Bien que certains investisseurs et initiés de la banque UniCredit s’attendent à ce que le groupe adopte la même approche avec Commerzbank, il existe des obstacles potentiels à un rachat complet.

Premièrement, le gouvernement allemand, qui est toujours le principal actionnaire de Commerzbank avec une participation de 12 %, pourrait exiger que la banque conserve une cotation dans le pays ainsi que son propre conseil de surveillance national, actuellement présidé par Jens Weidmann, l’ancien gouverneur de la banque centrale allemande.

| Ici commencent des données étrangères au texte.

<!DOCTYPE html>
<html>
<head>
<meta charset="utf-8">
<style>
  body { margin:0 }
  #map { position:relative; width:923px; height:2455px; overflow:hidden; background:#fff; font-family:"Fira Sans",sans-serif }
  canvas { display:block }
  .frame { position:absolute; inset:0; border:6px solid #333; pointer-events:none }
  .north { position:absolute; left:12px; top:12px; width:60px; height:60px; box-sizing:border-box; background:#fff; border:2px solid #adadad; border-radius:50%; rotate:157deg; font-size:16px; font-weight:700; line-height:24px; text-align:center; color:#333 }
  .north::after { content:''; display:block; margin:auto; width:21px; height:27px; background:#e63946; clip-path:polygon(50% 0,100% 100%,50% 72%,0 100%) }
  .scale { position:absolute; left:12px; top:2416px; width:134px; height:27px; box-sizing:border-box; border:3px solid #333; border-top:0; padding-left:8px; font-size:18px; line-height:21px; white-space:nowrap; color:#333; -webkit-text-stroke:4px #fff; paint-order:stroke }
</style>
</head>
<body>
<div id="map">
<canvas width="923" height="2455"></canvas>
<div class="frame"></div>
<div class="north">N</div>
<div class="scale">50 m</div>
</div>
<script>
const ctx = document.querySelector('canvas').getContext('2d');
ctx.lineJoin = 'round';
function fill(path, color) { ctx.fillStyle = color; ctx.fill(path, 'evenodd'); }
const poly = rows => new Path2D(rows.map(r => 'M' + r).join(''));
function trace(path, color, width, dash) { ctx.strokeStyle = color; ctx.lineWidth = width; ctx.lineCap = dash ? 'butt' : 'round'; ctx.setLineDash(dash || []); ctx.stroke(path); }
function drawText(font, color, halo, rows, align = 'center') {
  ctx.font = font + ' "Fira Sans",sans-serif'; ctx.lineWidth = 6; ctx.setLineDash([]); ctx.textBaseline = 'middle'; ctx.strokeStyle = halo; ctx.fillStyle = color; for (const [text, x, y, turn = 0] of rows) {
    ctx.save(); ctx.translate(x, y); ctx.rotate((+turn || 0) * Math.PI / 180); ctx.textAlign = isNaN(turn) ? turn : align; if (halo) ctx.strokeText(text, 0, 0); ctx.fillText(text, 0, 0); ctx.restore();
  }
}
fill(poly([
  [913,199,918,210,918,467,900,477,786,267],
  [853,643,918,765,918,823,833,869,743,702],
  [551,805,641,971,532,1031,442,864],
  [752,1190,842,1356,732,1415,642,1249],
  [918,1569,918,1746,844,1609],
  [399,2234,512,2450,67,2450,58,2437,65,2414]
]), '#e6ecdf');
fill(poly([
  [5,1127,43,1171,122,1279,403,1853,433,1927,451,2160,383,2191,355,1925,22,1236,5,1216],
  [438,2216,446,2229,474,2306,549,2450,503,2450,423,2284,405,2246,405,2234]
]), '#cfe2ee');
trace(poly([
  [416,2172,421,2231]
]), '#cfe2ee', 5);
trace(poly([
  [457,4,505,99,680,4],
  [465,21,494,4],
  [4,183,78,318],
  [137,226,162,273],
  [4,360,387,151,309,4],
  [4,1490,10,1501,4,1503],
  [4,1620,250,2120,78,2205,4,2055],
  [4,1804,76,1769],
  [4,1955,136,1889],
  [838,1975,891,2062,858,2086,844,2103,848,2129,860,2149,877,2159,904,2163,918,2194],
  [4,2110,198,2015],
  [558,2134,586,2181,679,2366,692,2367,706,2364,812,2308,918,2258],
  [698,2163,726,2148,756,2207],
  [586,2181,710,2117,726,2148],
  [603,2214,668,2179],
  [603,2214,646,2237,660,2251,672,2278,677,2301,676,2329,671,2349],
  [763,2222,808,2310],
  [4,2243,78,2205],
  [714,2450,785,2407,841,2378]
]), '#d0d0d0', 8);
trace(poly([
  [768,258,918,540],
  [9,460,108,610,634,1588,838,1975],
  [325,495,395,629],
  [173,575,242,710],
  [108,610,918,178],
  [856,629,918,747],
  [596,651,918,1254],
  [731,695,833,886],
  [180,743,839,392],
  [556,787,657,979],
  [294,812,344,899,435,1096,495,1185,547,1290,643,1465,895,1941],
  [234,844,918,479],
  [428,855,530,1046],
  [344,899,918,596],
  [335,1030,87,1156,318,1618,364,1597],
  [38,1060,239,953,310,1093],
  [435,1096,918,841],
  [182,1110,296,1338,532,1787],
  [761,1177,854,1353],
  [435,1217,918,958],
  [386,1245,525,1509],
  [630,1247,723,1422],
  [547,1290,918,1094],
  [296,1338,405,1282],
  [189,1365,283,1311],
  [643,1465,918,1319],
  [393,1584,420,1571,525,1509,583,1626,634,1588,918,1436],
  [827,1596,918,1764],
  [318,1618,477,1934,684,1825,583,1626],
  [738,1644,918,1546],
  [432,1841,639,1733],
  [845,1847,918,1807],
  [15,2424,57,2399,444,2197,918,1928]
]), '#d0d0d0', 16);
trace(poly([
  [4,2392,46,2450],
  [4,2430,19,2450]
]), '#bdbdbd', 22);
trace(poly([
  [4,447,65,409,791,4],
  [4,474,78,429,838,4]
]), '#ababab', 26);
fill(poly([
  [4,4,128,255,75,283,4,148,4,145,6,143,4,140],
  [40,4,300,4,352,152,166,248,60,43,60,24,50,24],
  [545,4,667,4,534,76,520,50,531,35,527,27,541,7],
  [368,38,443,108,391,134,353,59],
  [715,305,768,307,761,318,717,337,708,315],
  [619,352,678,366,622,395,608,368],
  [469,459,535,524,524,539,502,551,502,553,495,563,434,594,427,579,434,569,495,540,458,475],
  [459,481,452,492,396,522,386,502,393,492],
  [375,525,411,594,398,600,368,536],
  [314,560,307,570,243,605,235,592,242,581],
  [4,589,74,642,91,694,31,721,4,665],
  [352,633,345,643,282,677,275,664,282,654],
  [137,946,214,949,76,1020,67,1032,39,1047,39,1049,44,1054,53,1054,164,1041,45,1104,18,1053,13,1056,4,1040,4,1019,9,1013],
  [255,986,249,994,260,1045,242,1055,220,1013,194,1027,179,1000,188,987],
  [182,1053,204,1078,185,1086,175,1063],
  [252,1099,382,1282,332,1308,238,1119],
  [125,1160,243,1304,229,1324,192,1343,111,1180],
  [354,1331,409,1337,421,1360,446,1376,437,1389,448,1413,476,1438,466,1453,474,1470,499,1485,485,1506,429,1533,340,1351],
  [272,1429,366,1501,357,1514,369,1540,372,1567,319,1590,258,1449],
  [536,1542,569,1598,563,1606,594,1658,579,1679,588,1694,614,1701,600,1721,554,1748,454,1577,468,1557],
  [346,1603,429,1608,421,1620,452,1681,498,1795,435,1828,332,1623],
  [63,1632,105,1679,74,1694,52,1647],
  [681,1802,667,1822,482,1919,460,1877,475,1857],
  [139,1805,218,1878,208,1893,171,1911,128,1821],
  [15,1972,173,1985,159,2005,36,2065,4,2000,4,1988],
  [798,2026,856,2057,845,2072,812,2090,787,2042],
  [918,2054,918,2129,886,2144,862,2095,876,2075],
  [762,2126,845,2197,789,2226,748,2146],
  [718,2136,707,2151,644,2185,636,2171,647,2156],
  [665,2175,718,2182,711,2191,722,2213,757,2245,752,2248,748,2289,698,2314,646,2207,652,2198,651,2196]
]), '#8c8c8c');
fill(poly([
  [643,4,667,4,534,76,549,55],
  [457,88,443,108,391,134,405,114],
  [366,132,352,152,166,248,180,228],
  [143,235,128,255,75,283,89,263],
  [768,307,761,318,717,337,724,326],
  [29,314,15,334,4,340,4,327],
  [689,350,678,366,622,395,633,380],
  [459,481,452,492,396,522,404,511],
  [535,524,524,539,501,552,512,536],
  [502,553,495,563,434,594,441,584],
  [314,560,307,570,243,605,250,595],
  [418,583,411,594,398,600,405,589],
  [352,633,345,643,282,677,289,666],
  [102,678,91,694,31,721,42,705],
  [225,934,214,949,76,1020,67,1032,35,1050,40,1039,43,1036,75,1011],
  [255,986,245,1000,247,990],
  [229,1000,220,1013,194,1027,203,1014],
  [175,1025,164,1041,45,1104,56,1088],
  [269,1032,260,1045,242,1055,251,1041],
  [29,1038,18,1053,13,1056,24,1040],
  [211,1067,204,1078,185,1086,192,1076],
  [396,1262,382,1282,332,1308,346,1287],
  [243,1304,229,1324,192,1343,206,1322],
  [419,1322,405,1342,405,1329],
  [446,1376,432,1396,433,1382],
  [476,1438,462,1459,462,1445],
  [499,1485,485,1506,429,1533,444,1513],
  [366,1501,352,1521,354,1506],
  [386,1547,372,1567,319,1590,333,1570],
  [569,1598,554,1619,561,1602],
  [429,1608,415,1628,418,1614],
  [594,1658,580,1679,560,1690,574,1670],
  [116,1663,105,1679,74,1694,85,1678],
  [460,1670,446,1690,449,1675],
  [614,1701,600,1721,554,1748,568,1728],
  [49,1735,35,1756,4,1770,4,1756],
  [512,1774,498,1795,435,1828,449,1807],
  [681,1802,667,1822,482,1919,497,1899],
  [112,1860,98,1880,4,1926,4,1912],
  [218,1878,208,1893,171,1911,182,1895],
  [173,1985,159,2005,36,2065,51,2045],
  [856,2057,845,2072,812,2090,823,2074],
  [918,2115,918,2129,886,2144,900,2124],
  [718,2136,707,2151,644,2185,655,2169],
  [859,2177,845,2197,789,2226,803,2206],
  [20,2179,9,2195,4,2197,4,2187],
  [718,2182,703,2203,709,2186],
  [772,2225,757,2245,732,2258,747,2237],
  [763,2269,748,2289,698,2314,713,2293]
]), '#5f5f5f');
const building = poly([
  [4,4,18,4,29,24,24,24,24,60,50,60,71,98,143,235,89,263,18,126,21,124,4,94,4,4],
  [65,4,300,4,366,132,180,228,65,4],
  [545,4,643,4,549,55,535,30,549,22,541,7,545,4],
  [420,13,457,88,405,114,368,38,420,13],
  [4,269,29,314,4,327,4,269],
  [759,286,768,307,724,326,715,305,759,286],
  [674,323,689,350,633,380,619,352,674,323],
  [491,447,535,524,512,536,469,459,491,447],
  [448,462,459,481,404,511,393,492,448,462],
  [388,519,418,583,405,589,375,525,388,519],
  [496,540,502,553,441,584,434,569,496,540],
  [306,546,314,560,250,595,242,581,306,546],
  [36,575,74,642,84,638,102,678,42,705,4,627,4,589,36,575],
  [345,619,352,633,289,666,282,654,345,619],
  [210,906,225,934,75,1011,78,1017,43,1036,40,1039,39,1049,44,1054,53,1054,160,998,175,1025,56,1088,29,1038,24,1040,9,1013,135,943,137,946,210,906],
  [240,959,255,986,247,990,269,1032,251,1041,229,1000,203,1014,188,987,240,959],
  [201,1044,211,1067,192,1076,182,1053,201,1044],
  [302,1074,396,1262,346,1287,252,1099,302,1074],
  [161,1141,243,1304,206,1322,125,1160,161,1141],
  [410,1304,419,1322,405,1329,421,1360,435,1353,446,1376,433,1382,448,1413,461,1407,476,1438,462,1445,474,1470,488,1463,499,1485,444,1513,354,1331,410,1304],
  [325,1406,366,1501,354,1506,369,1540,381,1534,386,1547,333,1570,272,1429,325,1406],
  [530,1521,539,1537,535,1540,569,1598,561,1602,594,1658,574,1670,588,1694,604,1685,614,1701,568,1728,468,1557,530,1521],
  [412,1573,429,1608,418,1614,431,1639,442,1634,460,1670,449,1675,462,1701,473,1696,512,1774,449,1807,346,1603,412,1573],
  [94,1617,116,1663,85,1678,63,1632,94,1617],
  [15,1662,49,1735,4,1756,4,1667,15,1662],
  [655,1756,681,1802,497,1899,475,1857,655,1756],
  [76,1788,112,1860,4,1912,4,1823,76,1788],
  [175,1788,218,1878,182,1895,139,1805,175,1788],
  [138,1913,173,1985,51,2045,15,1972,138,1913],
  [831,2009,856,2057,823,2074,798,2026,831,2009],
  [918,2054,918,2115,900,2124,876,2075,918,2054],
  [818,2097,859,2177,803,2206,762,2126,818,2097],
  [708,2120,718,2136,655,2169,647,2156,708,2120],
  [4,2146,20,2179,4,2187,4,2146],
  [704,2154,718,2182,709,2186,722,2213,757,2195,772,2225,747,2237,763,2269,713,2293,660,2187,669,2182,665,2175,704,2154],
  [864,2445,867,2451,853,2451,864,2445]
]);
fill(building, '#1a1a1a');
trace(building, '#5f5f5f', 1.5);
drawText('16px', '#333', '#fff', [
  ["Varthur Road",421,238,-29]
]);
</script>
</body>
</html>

« L’Allemagne a besoin de banques nationales pour financer son économie, le Mittelstand, et la Commerzbank est essentielle à cet égard », a déclaré un banquier qui a l’expérience des négociations avec le gouvernement allemand. « Il ne s’agit pas seulement d’un accord financier, mais d’un accord politique et UniCredit devra faire attention à la manière dont elle traite avec le gouvernement allemand. »

UniCredit doit également faire face à la résistance des puissants syndicats allemands face à d’éventuelles suppressions d’emplois et à un transfert de pouvoir de Francfort à Milan.

« Nous lutterons bec et ongles contre une telle transaction », a déclaré Stefan Wittmann, haut responsable du syndicat allemand des services et membre du conseil de surveillance de Commerzbank. « Si nécessaire, nous organiserons également des manifestations publiques. »

Il existe également un scénario dans lequel Deutsche Bank pourrait s’intéresser de nouveau à son rival local et lancer une offre concurrente, après avoir échoué à conclure un accord il y a cinq ans. Cependant, des sources proches de Deutsche Bank ont ​​déclaré que la reprise de la banque ces dernières années la rendait beaucoup moins intéressée par une opération.

Un autre obstacle potentiel pour UniCredit est que ses propres investisseurs, qui ont profité d’une hausse de 230 % du cours de l’action au cours des trois dernières années, s’opposent à l’opération en raison de craintes que cela n’affecte la promesse de rendement de la banque aux actionnaires. La banque s’est engagée à restituer 8,6 milliards d’euros, soit la totalité de son bassin de bénéfices de 2023, aux investisseurs sous forme de rachats d’actions et de dividendes, et a construit une attente de rendements supplémentaires.

Orcel a clairement indiqué aux investisseurs qu’il ne poursuivrait une transaction que si elle remplissait certaines conditions, notamment un retour sur investissement de 15 %.

Mais son projet de construction d’empire n’a rencontré qu’un écho mitigé mercredi. Les actions d’UniCredit ont clôturé à un niveau stable, donnant à la banque cotée à Milan une valeur de marché de 59 milliards d’euros, soit trois fois celle de Commerzbank. L’un des 10 principaux actionnaires a déclaré au FT qu’il ne s’attendait pas à ce que la politique de rendement soit affectée même si UniCredit devait augmenter sa participation dans Commerzbank.

« Ce n’est pas l’un ou l’autre », ont-ils déclaré. « Sur le papier, c’est la meilleure combinaison [for UniCredit]. C’est une bonne affaire s’ils parviennent à le conclure, mais nous verrons s’ils y parviennent.